The Norwegian title translated to English is "Eat Love Live", by the way.

-*-*-*-*-

Puke hate zzz. Bore yourself to death with this year's worst film.

An ode to selfishness that outperforms even the "Sex and the City" girls when it comes to mindless and shallow self-worship. Based on the memoirs/travel book by US journalist Elizabeth Gilbert, who spent a fortune on a spiritual hunt for happiness, duly documented in the bestseller "Eat, Pray, Love".

It's interesting that the word "Pray" is replaced with "Live" in the Norwegian translation of the title, since a big part of this story is a mixture of new age clichés, quasi-religiousness and a broad "love thy self" philosophy.

In the movie Liz Gilbert is played by Julia Roberts, an over-privileged women in her midlife crisis, who is suffering horribly in her immense luxury house with her well-intentioned husband Stephen (Billy Crudup).

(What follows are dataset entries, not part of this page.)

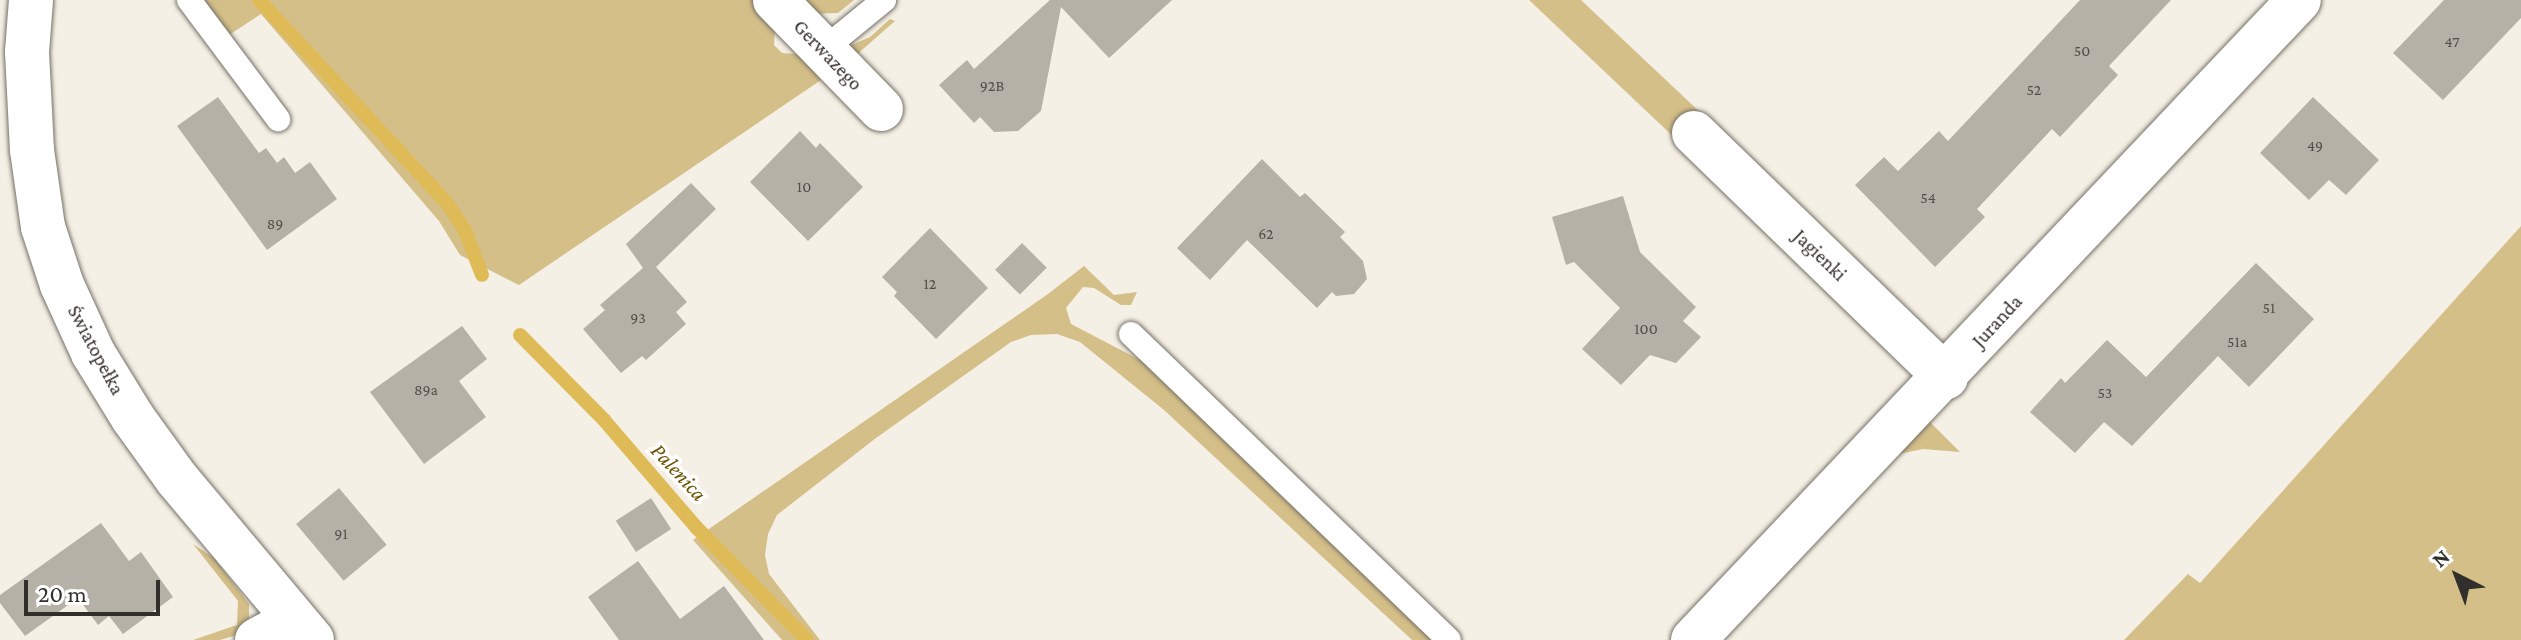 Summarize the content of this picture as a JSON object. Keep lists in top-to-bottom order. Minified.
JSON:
{"streets":{"street":["Gerwazego","Jagienki","Juranda","Światopełka"]},"crossings":[["Jagienki","Juranda"]],"water":["Palenica"],"house_numbers":["47","50","92B","52","49","10","54","89","62","12","51","93","100","51a","89a","53","91"],"scale_bar":"20 m","north":"top left"} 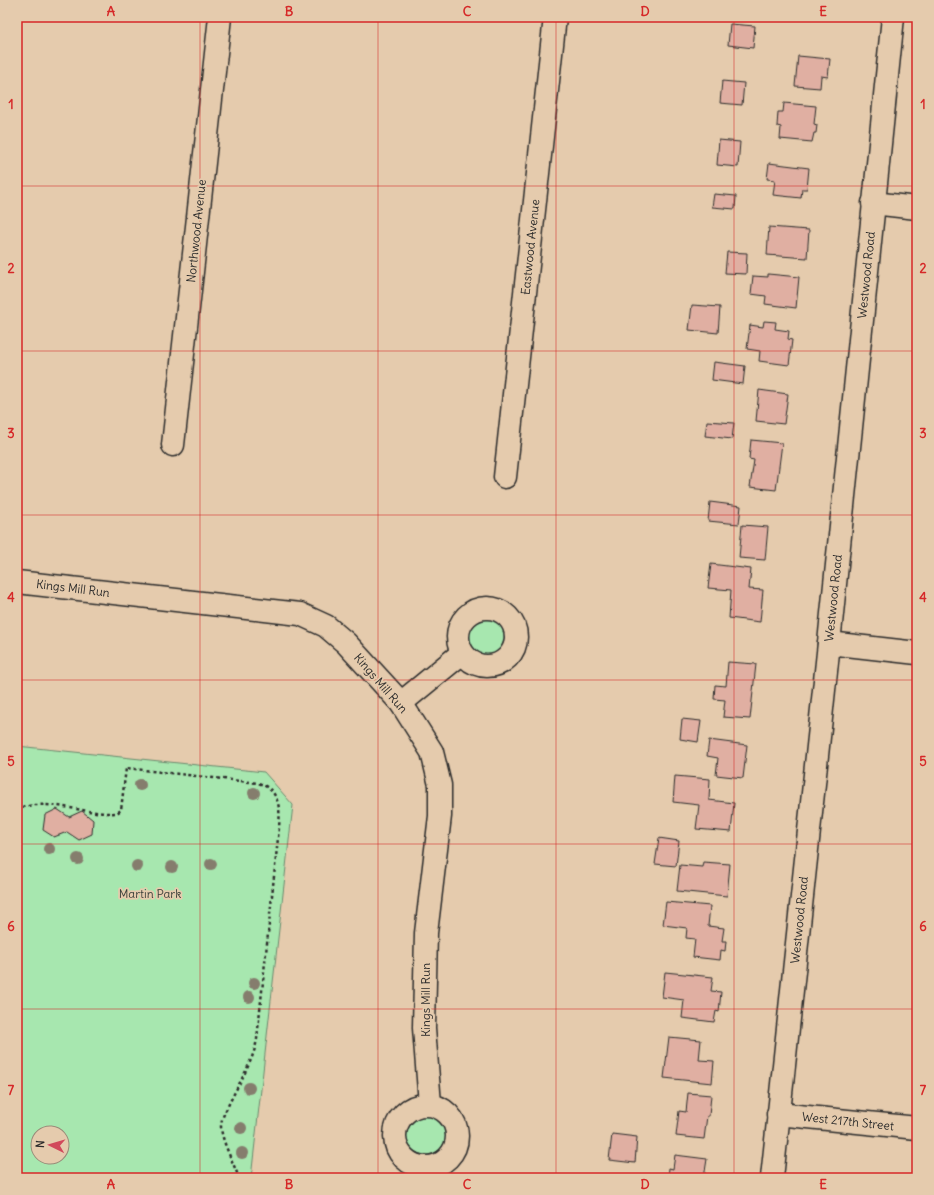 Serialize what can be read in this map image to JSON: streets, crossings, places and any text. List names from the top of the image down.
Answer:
{
  "streets": {
    "street": [
      "Northwood Avenue",
      "Eastwood Avenue",
      "Westwood Road",
      "Kings Mill Run",
      "West 217th Street"
    ]
  },
  "crossings": [
    ["Westwood Road", "West 217th Street"]
  ],
  "parks": ["Martin Park"],
  "north": "left",
  "grid": {
    "columns": [
      "A",
      "B",
      "C",
      "D",
      "E"
    ],
    "rows": [
      "1",
      "2",
      "3",
      "4",
      "5",
      "6",
      "7"
    ]
  }
}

It certainly isn't easy to be so rich, loved and white. Because a woman like her deserves to be so much happier.

One night Liz falls to her knees, cries and prays to God about what she should do to feel more satisfied. God's answer is simple: You are a self-centered, whiny hussy who has nothing to complain about, and you should get your shit together ASAP. And then God gives her cancer.

No, wishful thinking: God's real answer is that Liz should divorce, get rid of all obligations and go on a one-year vacation to find herself. So Liz travels to the third world and helps rape victims in Sierra Leone, fights for women's rights in Iran and does volunteer work in a refugee camp in Darfur.

No, that was also wrong. Sorry. Liz goes to Italy to eat pasta, to India to meditate in an ashram and then to Bali to have sex with Javier Bardem. Now THAT is self-development.

After much soul-searching Liz finds spiritual awakening and comes to an important realization: She must learn to love herself more. If there's something Julia Roberts definitely doesn't need to hear, it's that she must love herself even more.

"Eat, Love, Live" is truly the ultimate ego trip.